WORK REQUIRED: Up to the line containing "I need the bounding", nothing is kept; from that line through the end of the data below, output every line exactly.

Stored data entries:
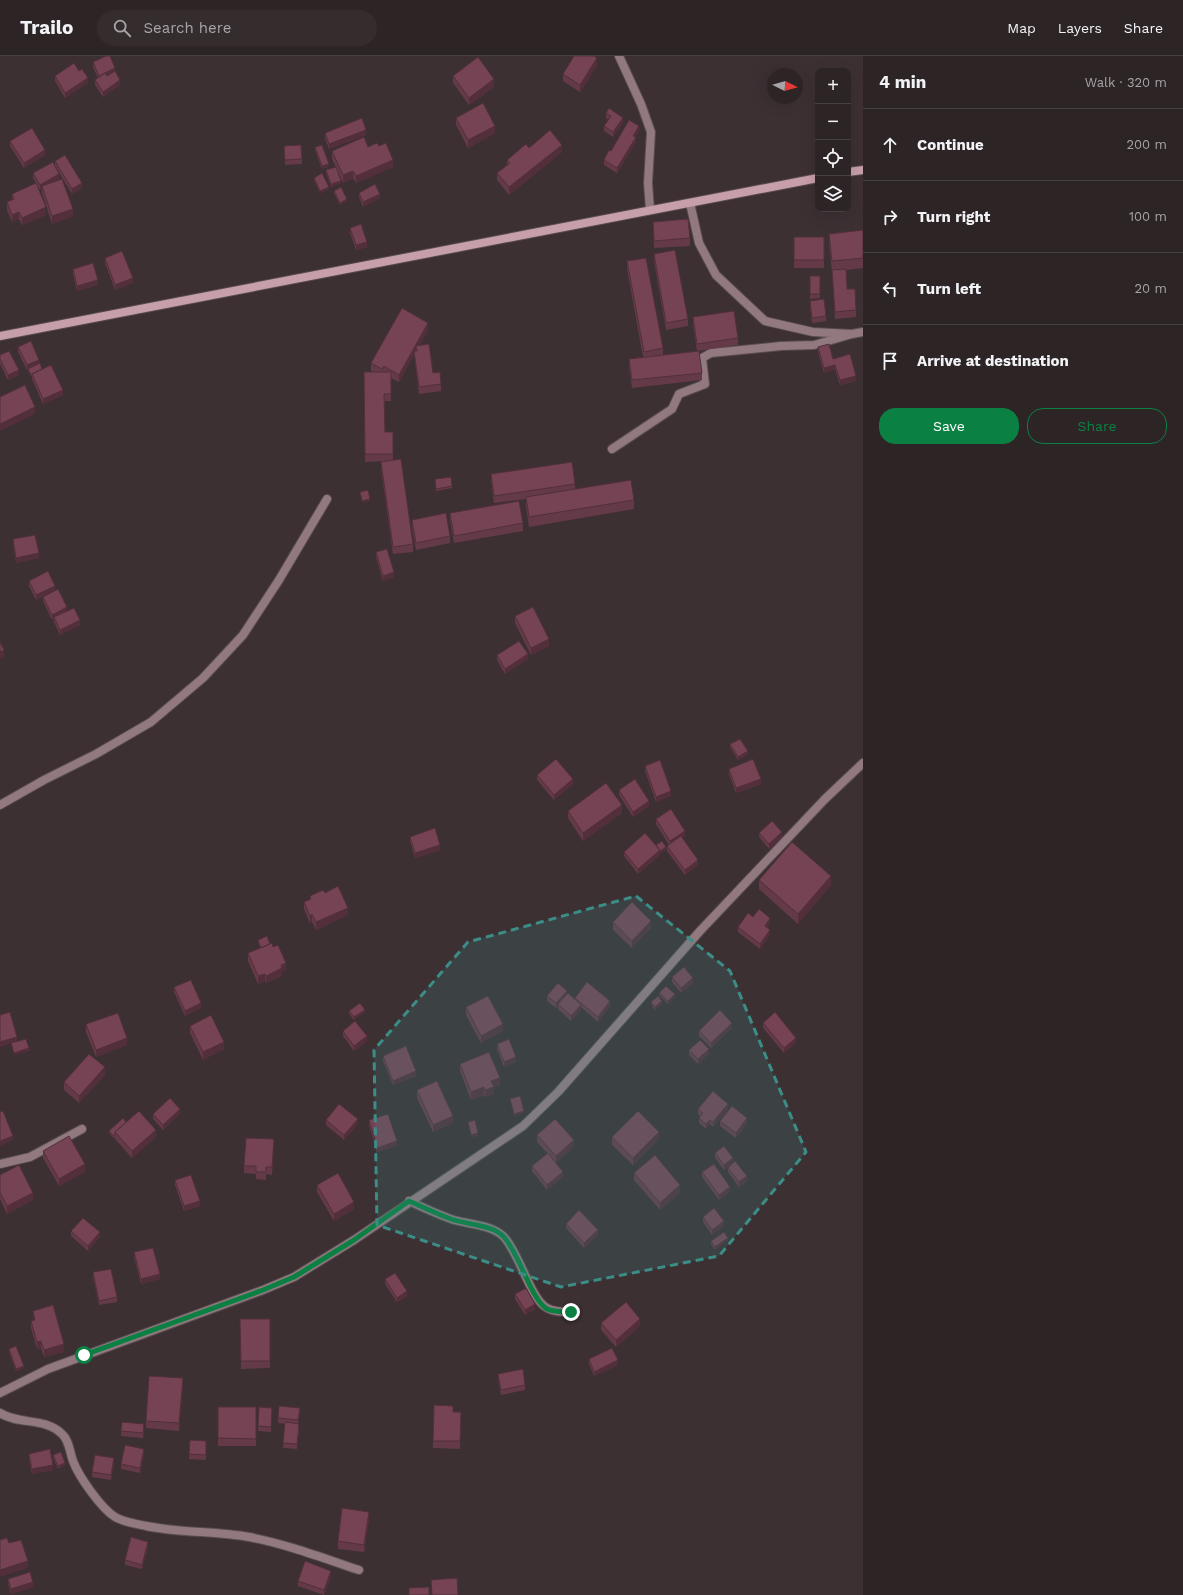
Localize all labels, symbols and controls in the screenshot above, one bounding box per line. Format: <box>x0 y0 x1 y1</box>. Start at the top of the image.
search box <box>97 10 377 46</box>
text: Trailo <box>20 16 73 39</box>
icon: search <box>111 17 133 39</box>
text: Search here <box>143 19 231 37</box>
text: Map <box>1007 20 1036 36</box>
text: Layers <box>1058 20 1102 36</box>
text: Share <box>1124 20 1163 36</box>
north arrow <box>767 68 803 104</box>
map controls <box>815 68 851 212</box>
button: + <box>815 68 851 104</box>
text: 4 min <box>879 72 926 92</box>
text: Walk · 320 m <box>1085 75 1167 90</box>
button: − <box>815 104 851 140</box>
icon: ahead <box>879 134 901 156</box>
text: Continue <box>917 136 984 154</box>
text: 200 m <box>1126 137 1167 152</box>
button: locate <box>815 140 851 176</box>
button: layers <box>815 176 851 212</box>
icon: right <box>879 206 901 228</box>
text: Turn right <box>917 208 990 226</box>
text: 100 m <box>1129 209 1167 224</box>
icon: left <box>879 278 901 300</box>
text: Turn left <box>917 280 981 298</box>
text: 20 m <box>1135 281 1167 296</box>
icon: arrive <box>879 350 901 372</box>
text: Arrive at destination <box>917 352 1069 370</box>
button: Save <box>879 408 1019 444</box>
button: Share <box>1027 408 1167 444</box>
route end <box>562 1303 580 1321</box>
route start <box>75 1346 93 1364</box>

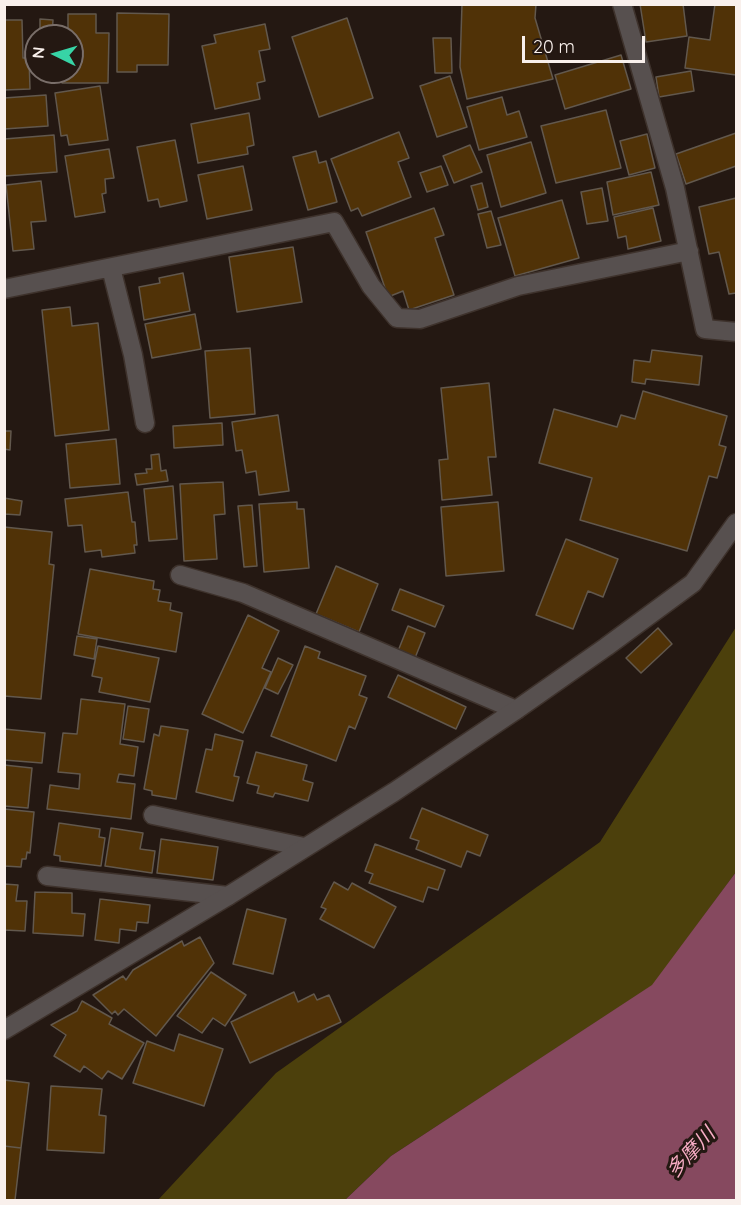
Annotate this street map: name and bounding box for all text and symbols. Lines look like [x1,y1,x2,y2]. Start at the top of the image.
north arrow [24,24,84,84]
scale bar [525,24,648,62]
text: 20 m [533,35,575,58]
text: N [28,46,49,59]
water label: 多摩川 [662,1123,720,1183]

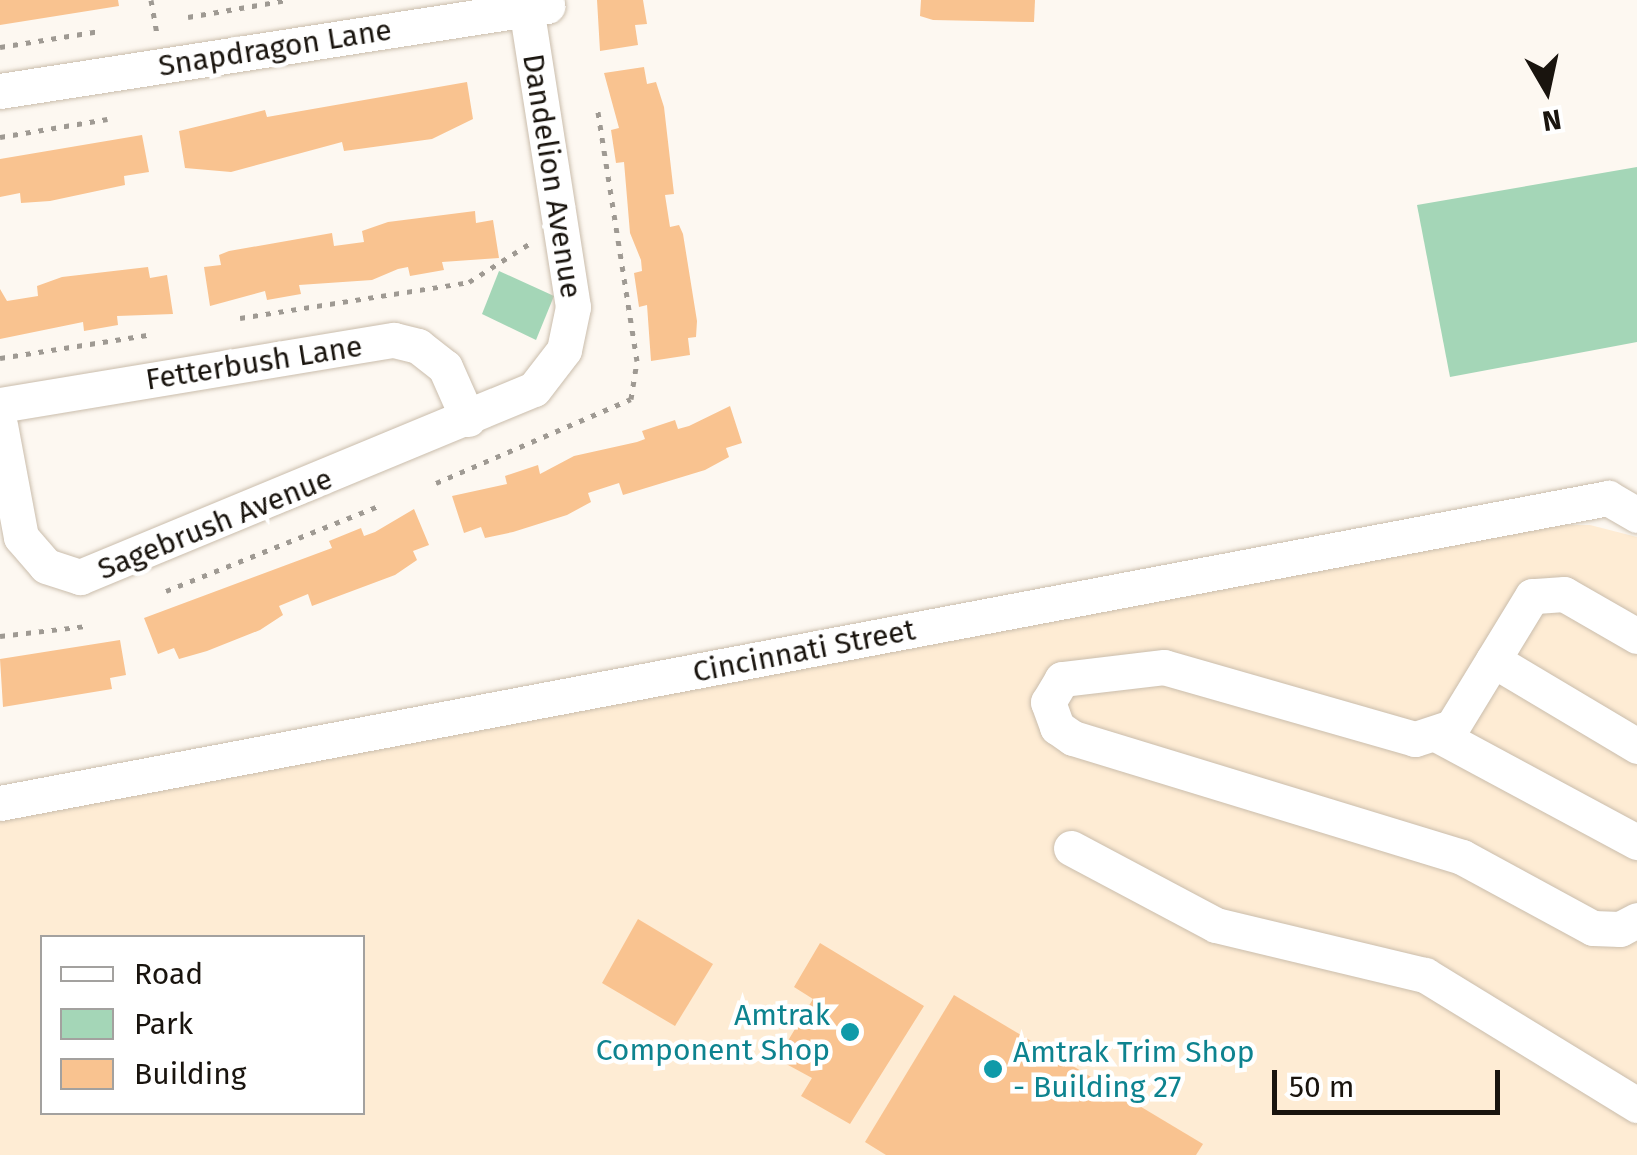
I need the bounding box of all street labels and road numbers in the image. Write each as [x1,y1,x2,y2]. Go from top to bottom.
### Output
street label: Snapdragon Lane [156,12,394,84]
street label: Dandelion Avenue [515,51,589,301]
street label: Fetterbush Lane [143,328,365,398]
street label: Sagebrush Avenue [92,461,338,587]
street label: Cincinnati Street [690,612,918,690]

OUTPUT BELOW:
I need the bounding box of all street labels and road numbers in the image. Write each as [x1,y1,x2,y2]. Go from top to bottom.
### Output
street label: Snapdragon Lane [156,12,394,84]
street label: Dandelion Avenue [515,51,589,301]
street label: Fetterbush Lane [143,328,365,398]
street label: Sagebrush Avenue [92,461,338,587]
street label: Cincinnati Street [690,612,918,690]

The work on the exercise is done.